A practical guide to running an event-sourced aggregate inside a DDD monolith on Postgres: append-only log, replay, snapshots, projections.
It was a Wednesday afternoon at the agency I led engineering at in London. A client lawyer was on a call asking why our system couldn’t tell her what the price of a specific subscription was at 11:42 a.m. on a Tuesday three months ago. We had an updated_at. We had a Sentry breadcrumb. Nothing that could rebuild the row. The bug wasn’t a bug, it was a missing capability. That call is the reason I started taking event sourcing seriously.
Event sourcing is a pattern you should mostly avoid, until you can’t. Audit trails that can’t be argued with. Temporal queries. Replayable projections.

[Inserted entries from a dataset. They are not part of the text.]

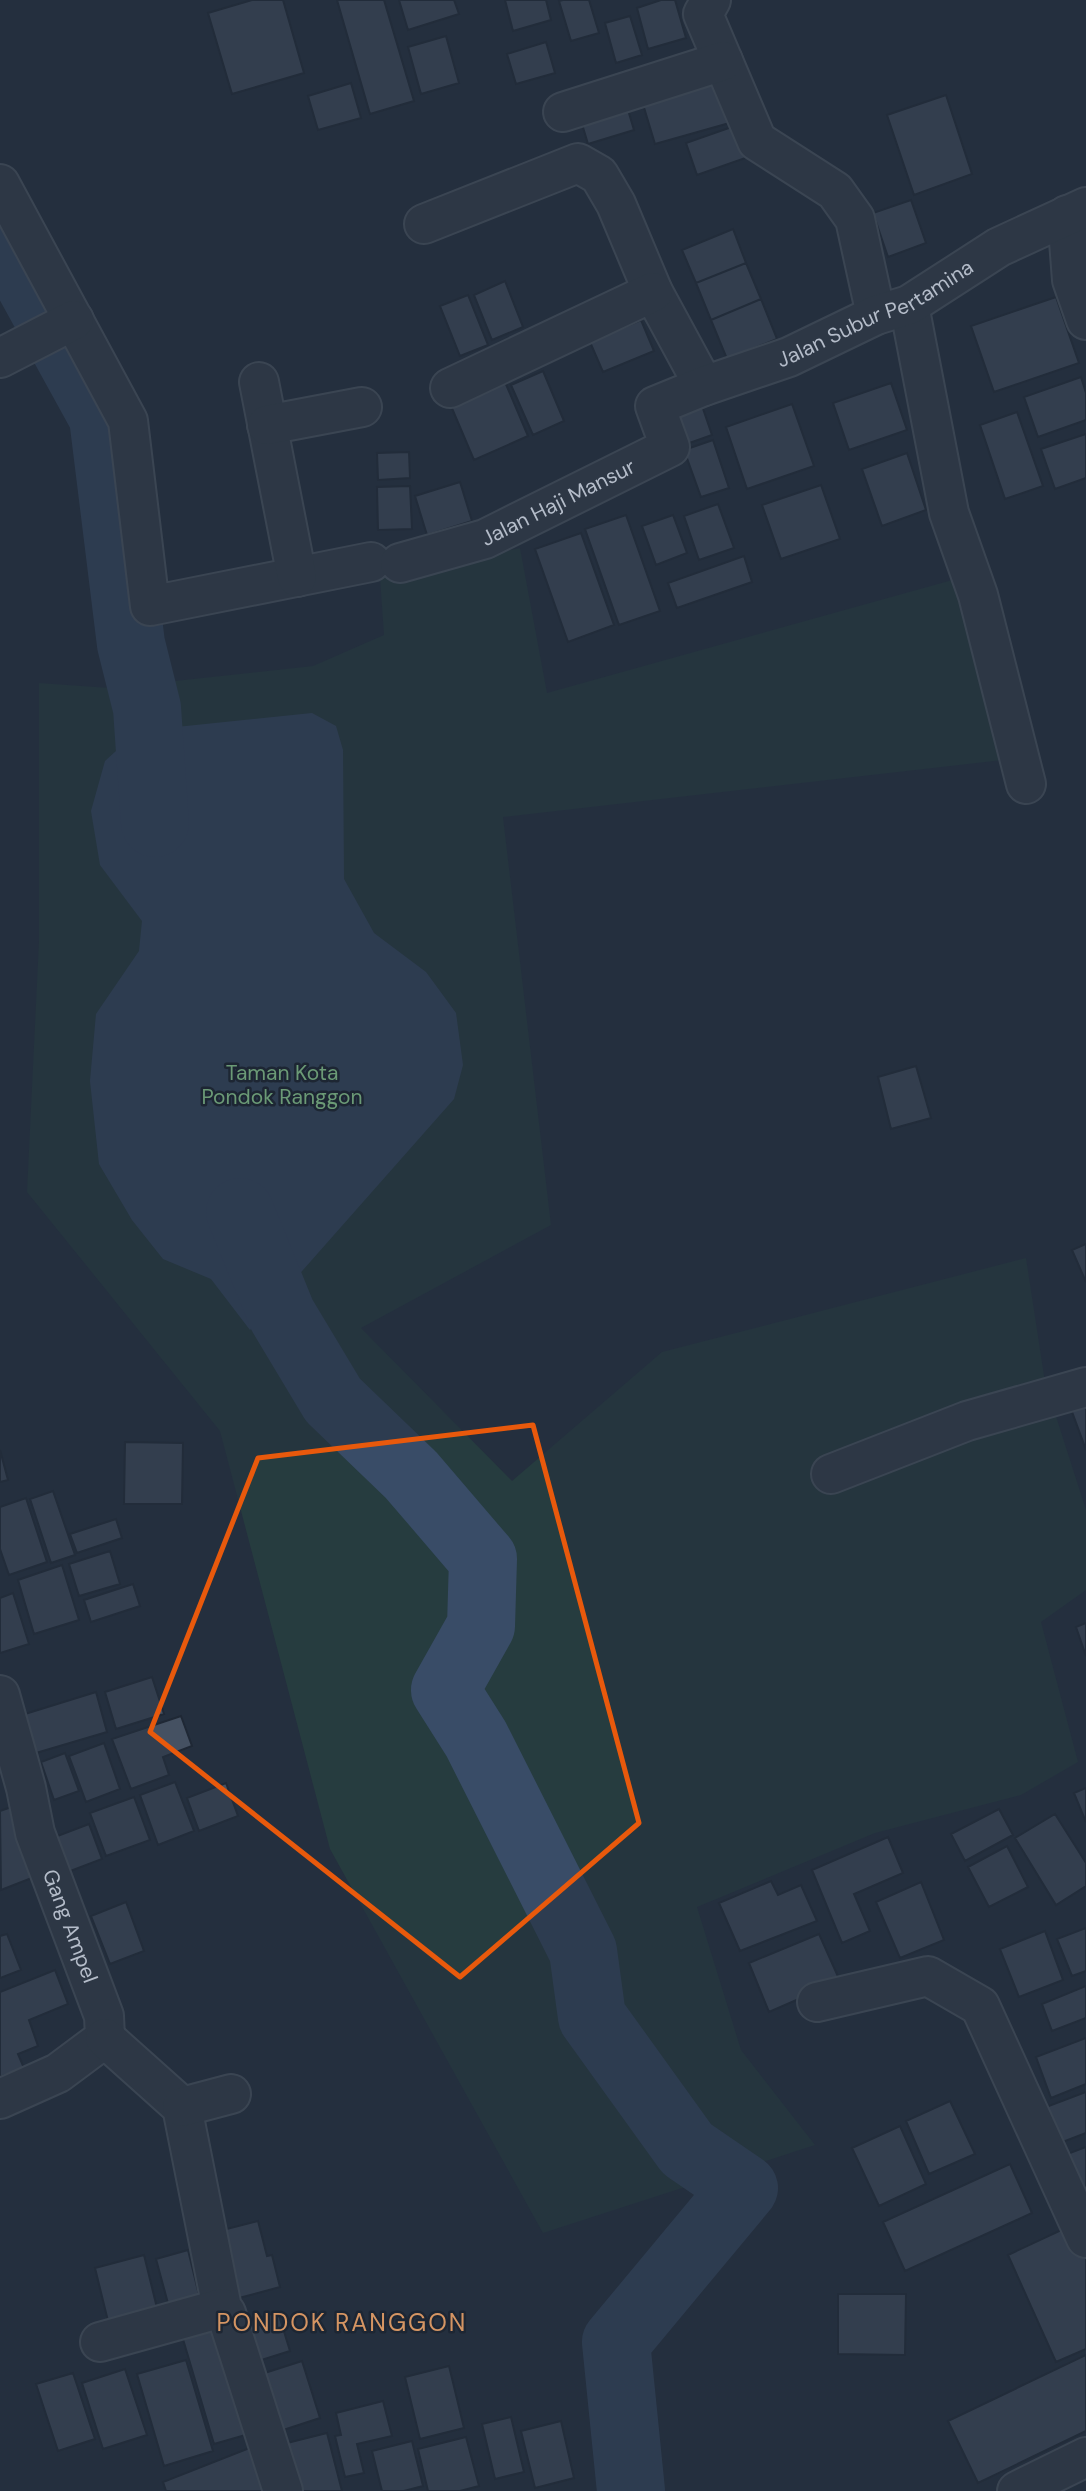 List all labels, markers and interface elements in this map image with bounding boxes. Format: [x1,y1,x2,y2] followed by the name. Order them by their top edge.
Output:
[773,253,979,374] street label: Jalan Subur Pertamina
[476,452,640,553] street label: Jalan Haji Mansur
[201,1059,363,1111] park label: Taman Kota Pondok Ranggon
[36,1865,104,1987] street label: Gang Ampel
[217,2307,467,2338] district label: PONDOK RANGGON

This piece is how I run an event-sourced aggregate inside a DDD monolith on Postgres. No Kafka. Just a table, a transaction, and discipline.
In the portfolio of legacy projects I migrated to DDD at the agency, two services genuinely needed event sourcing. Subscription billing was one. The other was a healthcare portal where “who changed the dosage at 3 a.m.” was a question that could end someone’s career. CRUD with an audit table didn’t cut it. Audit tables drift, people disable triggers, migrations break them.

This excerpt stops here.